Hustad, did you get that saying from the outdoor channel with Lee and Tiffany?? Life is good life is fine...............life is fine........

mmmmmmm she's

N
I
C
E
!
!
!

I tape it and probably watch it about 3 times a week : )


----------



## KEN W

Should be a full house at the HHH Dome this weekend....need to win 2 out of 3.


----------



## goosebusters2

Lets hope the twins can sweep the tigers like they swept the sox, with liriano, radke and santana pitching it is a distinct possibility


----------



## Tator

is there enough room on this wagon for me????

here come the twin fans out from their hiding..... : )


----------



## roostman

this was posted by Tator:i see the 2nd half of the year the twins run into a little tougher schedule, you'll all be doggin em in about a month, you'll see. make sure someone rememebers this post, I want it reposted in 1 month!!!!! maybe 1 1/2
it has been a month since you ran your Cub loving mouth off about the Twins and now you want to jump on the band wagon? What a Traitor, maybe you should change your name from Tator to Traiter! Go Twins!!


----------



## 870 XPRS

Good call roostman, you must be a pirates fan. Not to call anybody else out that jumped on the wagon, but if you go to the Twins blow up page and look at the first post from djleye. I think someplace in there it says,, "They are NOT goiung to make the playoffs this year." I calmly told him to take it easy and not to loose the faith too early. I see that he followed my words. Bold statement out of roostman though, having to battle the sox, detroit and the likes of some of the best teams throughout the rest of the year. You really went out on a limb there.


----------



## 870 XPRS

This one is for Tator though,,,,,make sure you read the description at the top.

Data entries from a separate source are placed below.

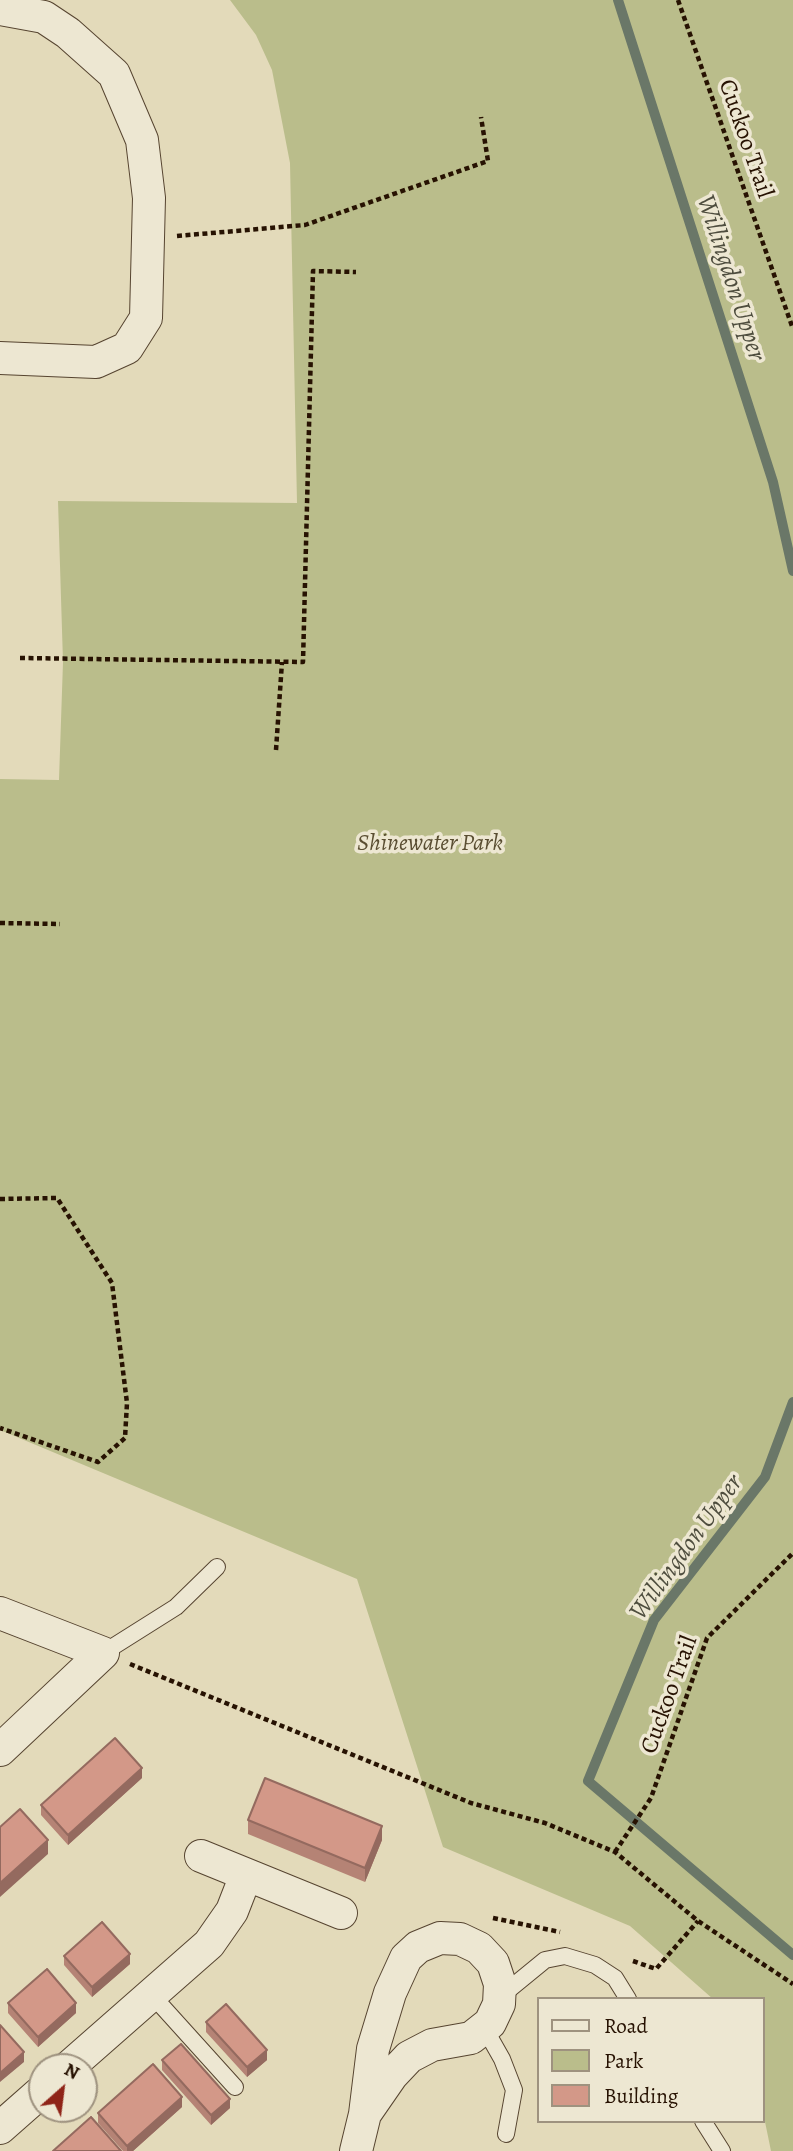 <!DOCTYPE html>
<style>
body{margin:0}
#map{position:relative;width:793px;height:2151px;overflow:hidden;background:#e3daba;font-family:Alegreya,serif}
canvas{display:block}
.legend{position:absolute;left:537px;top:1997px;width:228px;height:126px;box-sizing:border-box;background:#ede7d2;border:2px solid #9e927f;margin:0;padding:9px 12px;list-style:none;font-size:21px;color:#271202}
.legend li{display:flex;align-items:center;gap:14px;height:35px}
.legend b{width:35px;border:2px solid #9e927f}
.north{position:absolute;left:28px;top:2053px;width:70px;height:70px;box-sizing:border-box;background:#ede7d2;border:2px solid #9e927f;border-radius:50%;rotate:28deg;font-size:19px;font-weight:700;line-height:28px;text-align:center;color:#271202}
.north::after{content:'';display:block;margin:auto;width:24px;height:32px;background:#8f2418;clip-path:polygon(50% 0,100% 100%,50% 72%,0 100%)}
</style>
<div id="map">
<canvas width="793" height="2151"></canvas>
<ul class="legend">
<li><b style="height:9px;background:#ede7d2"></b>Road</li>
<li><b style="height:19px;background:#babd8b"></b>Park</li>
<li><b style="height:19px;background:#d39888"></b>Building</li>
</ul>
<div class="north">N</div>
</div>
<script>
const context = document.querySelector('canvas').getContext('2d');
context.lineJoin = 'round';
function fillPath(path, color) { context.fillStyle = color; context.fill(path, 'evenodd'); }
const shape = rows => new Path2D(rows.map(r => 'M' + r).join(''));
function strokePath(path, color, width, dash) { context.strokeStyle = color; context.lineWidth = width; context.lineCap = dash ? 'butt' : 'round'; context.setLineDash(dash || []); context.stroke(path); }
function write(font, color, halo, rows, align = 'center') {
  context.font = font + ' Alegreya,serif'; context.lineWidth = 7; context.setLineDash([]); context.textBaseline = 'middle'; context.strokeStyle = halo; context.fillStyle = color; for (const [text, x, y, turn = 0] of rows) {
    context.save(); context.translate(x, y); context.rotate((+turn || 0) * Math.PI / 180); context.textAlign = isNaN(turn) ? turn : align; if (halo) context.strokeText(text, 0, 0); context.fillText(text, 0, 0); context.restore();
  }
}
fillPath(shape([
 [230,0,793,0,793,2151,771,2151,763,2112,763,1999,713,1999,630,1926,443,1847,357,1579,0,1430,0,779,59,780,63,662,58,501,297,503,290,163,272,70,256,35]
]), '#babd8b');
strokePath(shape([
 [618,0,773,482,793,571],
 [793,1402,765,1477,654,1620,588,1781,793,1955]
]), '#6a7768', 10);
const lane = shape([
 [103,1653,176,1607,217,1567],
 [151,1994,235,2087],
 [501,1996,545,1960,565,1956,595,1965,615,1978,628,1999],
 [485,2029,502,2059,514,2090,506,2134],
 [703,2121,722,2151]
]);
const street = shape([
 [0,9,44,17,68,33,114,74,142,140,149,198,146,318,127,348,96,362,0,358],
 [0,1613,103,1653,0,1750],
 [201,1856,341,1913],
 [69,2067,209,1944,232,1911,246,1875],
 [0,2128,42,2091],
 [356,2151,365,2114,373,2049,390,1993,406,1958,418,1947,440,1938,460,1939,479,1948,493,1963,500,1984,499,2004,490,2023,471,2038,432,2045,409,2057,392,2075,365,2114]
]);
strokePath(lane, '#564430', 18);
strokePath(street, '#564430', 34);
strokePath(shape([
 [678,0,793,329],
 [177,236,305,225,488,161,481,117],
 [20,658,303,662,313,271,356,272],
 [276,750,282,662],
 [0,923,60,924],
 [0,1199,57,1198,112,1283,127,1403,125,1438,98,1462,0,1428],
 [130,1664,471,1803,545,1823,615,1852,698,1921,793,1984],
 [615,1852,651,1798,707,1638,793,1553],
 [493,1918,560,1932],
 [633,1961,656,1969,698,1921]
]), '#271202', 4.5, [5, 3.5]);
strokePath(lane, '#ede7d2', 16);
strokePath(street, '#ede7d2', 32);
fillPath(shape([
 [142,1778,68,1845,41,1815,41,1805],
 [248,1820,382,1840,365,1882,248,1834],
 [64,1956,130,1964,92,1997,64,1965],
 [8,2003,76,2013,38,2047,8,2013],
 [206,2022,267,2060,247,2077,206,2032],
 [162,2060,230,2108,211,2125,162,2070],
 [182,2107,133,2151,123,2151,98,2123,98,2113]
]), '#b58375');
fillPath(shape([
 [142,1768,142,1778,68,1845,68,1835],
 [382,1826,382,1840,365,1882,365,1868],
 [48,1840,48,1854,0,1897,0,1883],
 [130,1954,130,1964,92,1997,92,1987],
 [76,2003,76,2013,38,2047,38,2037],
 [267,2050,267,2060,247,2077,247,2067],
 [24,2052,24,2062,0,2082,0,2073],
 [182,2097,182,2107,133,2151,127,2151,127,2146],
 [230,2099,230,2108,211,2125,211,2115]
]), '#946a5f');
const building = shape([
 [115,1738,142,1768,68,1835,41,1805,115,1738],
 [265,1778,382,1826,365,1868,248,1820,265,1778],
 [20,1809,48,1840,0,1883,0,1827,20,1809],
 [102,1922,130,1954,92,1987,64,1956,102,1922],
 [47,1969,76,2003,38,2037,8,2003,47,1969],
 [226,2004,267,2050,247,2067,206,2022,226,2004],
 [0,2025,24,2052,0,2073,0,2025],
 [181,2044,230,2099,211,2115,162,2060,181,2044],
 [153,2064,182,2097,127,2146,98,2113,153,2064],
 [91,2117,121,2151,53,2151,91,2117]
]);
fillPath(building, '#d39888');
strokePath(building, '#946a5f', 2);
write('24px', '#271202', '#ede7d2', [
 ["Cuckoo Trail",745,139,71],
 ["Cuckoo Trail",670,1695,-70]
]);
write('italic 24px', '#5a4e32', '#ede7d2', [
 ["Shinewater Park",430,844]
]);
write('italic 26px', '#4e4d3e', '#ede7d2', [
 ["Willingdon Upper",730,278,72],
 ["Willingdon Upper",687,1548,-54]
]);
</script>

http://break.com/index/think_he_will_co ... _flip.html


----------



## djleye

In my defense 870.............This is one of the best runs in the history of baseball. On the FAN yesterday they were saying that the year the tigers won it they started out 35-5 or something and the Yankees had a similar streak recently. But other than that this streak is uncomparable!!!!!

I would have bet the farm that they would not be playing any games that mattered in the second half, but I am damn glad they are. It makes summer so much more enjoyable!!!!!


----------



## Tator

roostman, has it been a month and a half since I made that statement???????? I still have 15 days buddy

and by the way, I'm sure you hven't been here long enough to know it, but I am actually a twins fan also and am loving their streak. 2 fav teams, cubbies just happen to be my #1 team. maybe it's cuz I like the color blue, I don't know. haha, but no, I grew up with grace, sandberg, dawson, maddux, and the likes. loved watching them play

NEXT YEAR IS OUR YEAR!!!!! :lol:


----------



## nodakoutdoors.com

About time the Twins win in Detroit.


----------



## Tator

twinks pitchers getting a little shook up, here comes the downfall

now don't everybody jump off all at once now!!!! haha


----------



## R y a n

What the heck happened to Liriano? Why did he pitch the other day if his arm was sore?

:eyeroll:


----------



## 870 XPRS

Chris Hustad said:


> About time the Twins win in Detroit.


Radke WWWWWWWWWWW



> twinks pitchers getting a little shook up, here comes the downfall
> 
> now don't everybody jump off all at once now!!!! haha


Just to add on that note..............

Twins 1/2 game out of the wild card

Cubs 9 1/2 games out..............OUCH

I won't freak out , but OUCH............!!!!!!!!!!!!!!!!!!!!!!!!!!!!!!


----------



## njsimonson

Yeah...don't everyone jump off all at once now. Especially because the Twins have three division titles in the last 5 years. Oh and two World Series rings in my lifetime. How many rings does this year make for the Cubbies?

Just because Liriano is down, doesn't mean the Twins are out of it. Besides, I was cheering for the Twins in 86, the mid-90s, and every season since I can remember. There isn't a wagon to jump off for me.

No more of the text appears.